Lot Essay:
The theme of monasteries in snow would be one that Soviet Nonconformist artist Vassili Yakovlevich (Vasily) Sitnikov (1915-1987) would return to often and which proved to be particularly popular. This example, from 1974, with the masterly application of a limited color palette of whites, blues, and grays, with a judicious use of pale yellow and red, define the very Russian subject, with the monastery’s onion domes and scattered citizens in the foreground, including a knot of children, dressed in twentieth-century winter gear. The flat treatment of the scene, smoothing out the perspective of the monastery to less of a building and more of a wall, and, with the cut-out nature of the figures, lends the impression of a stage set, with the entirety of the scene obfuscated through the fastidiously and beautifully applied snowflake curtain.
The flatness and the scale of monastery to the inhabitants in the foreground thematically would have the potential of being imposing, a cold and unforgiving environment in the snow; yet, Sitnikov’s treatment actually relays the opposite through his comforting pale, cool, lustrous tones and the complete ease through which his inhabitants amble through the snow: a parent and child hand-in-hand, neighbors stopping for a chat. The monastery becomes an ideal—an atmospheric, traditional Russian environment peopled by Russians at peace. Sitnikov’s wistful treatment is perhaps not surprising given his tumultuous life and relation to the Soviet government.
In 1934, Stalin defined his expectations for Soviet art, Social Realism—a propagandistic style extoling the virtues of humble Russians depicted in warm, glowing tones—of Stalin walking through a sun-drenched meadow, surrounded by adoring children.
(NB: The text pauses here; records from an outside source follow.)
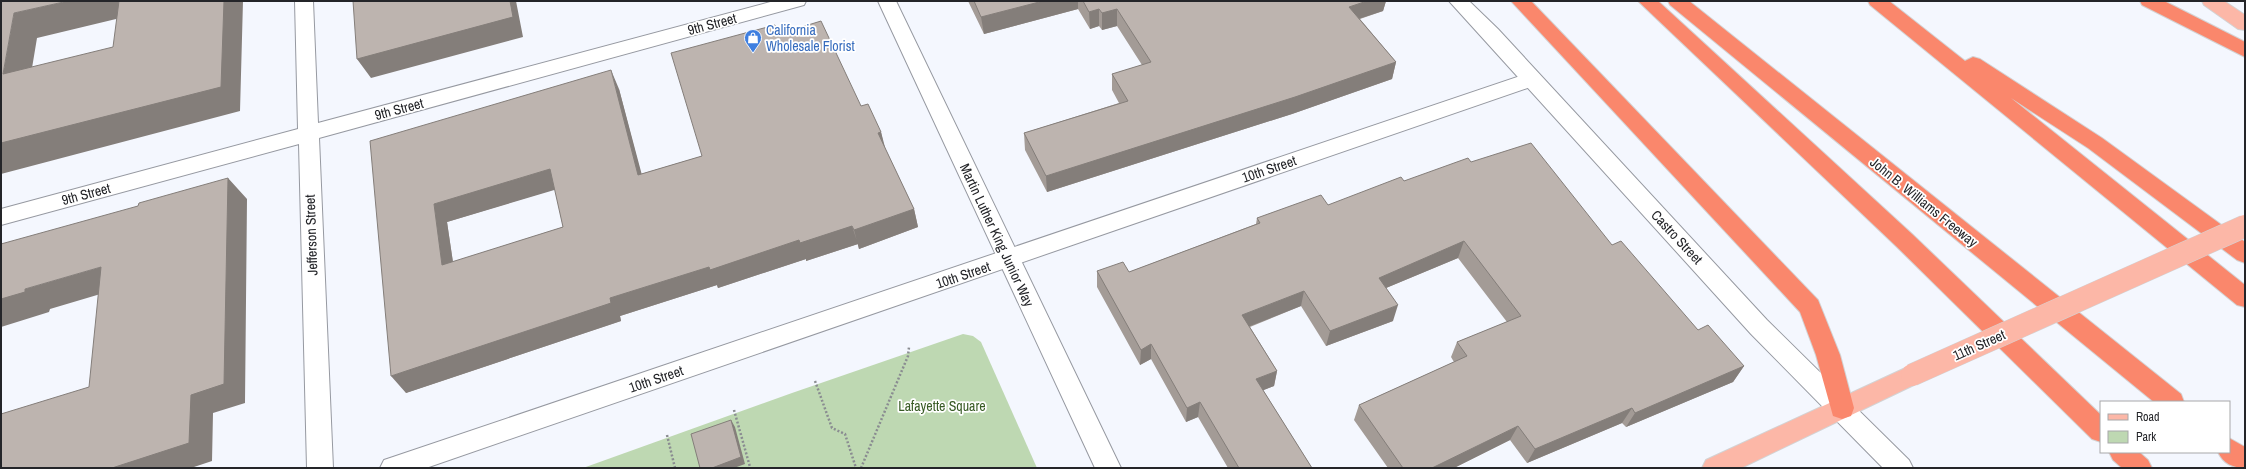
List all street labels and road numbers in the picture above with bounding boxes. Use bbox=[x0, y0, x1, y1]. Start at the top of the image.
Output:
street label: 9th Street bbox=[686, 9, 738, 39]
street label: 9th Street bbox=[373, 94, 425, 124]
street label: 10th Street bbox=[1240, 151, 1298, 187]
street label: John B. Williams Freeway bbox=[1867, 153, 1982, 251]
street label: Martin Luther King Junior Way bbox=[956, 161, 1038, 310]
street label: 9th Street bbox=[60, 179, 112, 209]
street label: Jefferson Street bbox=[301, 194, 321, 276]
street label: Castro Street bbox=[1647, 206, 1707, 268]
street label: 10th Street bbox=[934, 257, 992, 293]
street label: 11th Street bbox=[1950, 326, 2008, 364]
street label: 10th Street bbox=[627, 361, 685, 397]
Meanwhile, modern, more avant-garde styles such as abstraction were suspect and increasingly criminal. Sitnikov was arrested in 1941 and was later institutionalized in a mental hospital. Later in his life, once released and, amid socio-political shifts like the Thaw that permitted a greater variety of artistic expression, Sitnikov fulfilled a life-long interest in teaching, while also propagating his style as well as his own personal mythology. His wife, Lidia Krokhina, was a student of his, and she also signed this painting as a collaborator. A year after this work’s completion, in 1975, Sitnikov would leave Russia for Austria for five years, before emigrating to the United States in 1980, living in New York for the remainder of his life. It is through such scenes as this that encapsulate his oeuvre—of the intersection of Russian tradition and modern painting.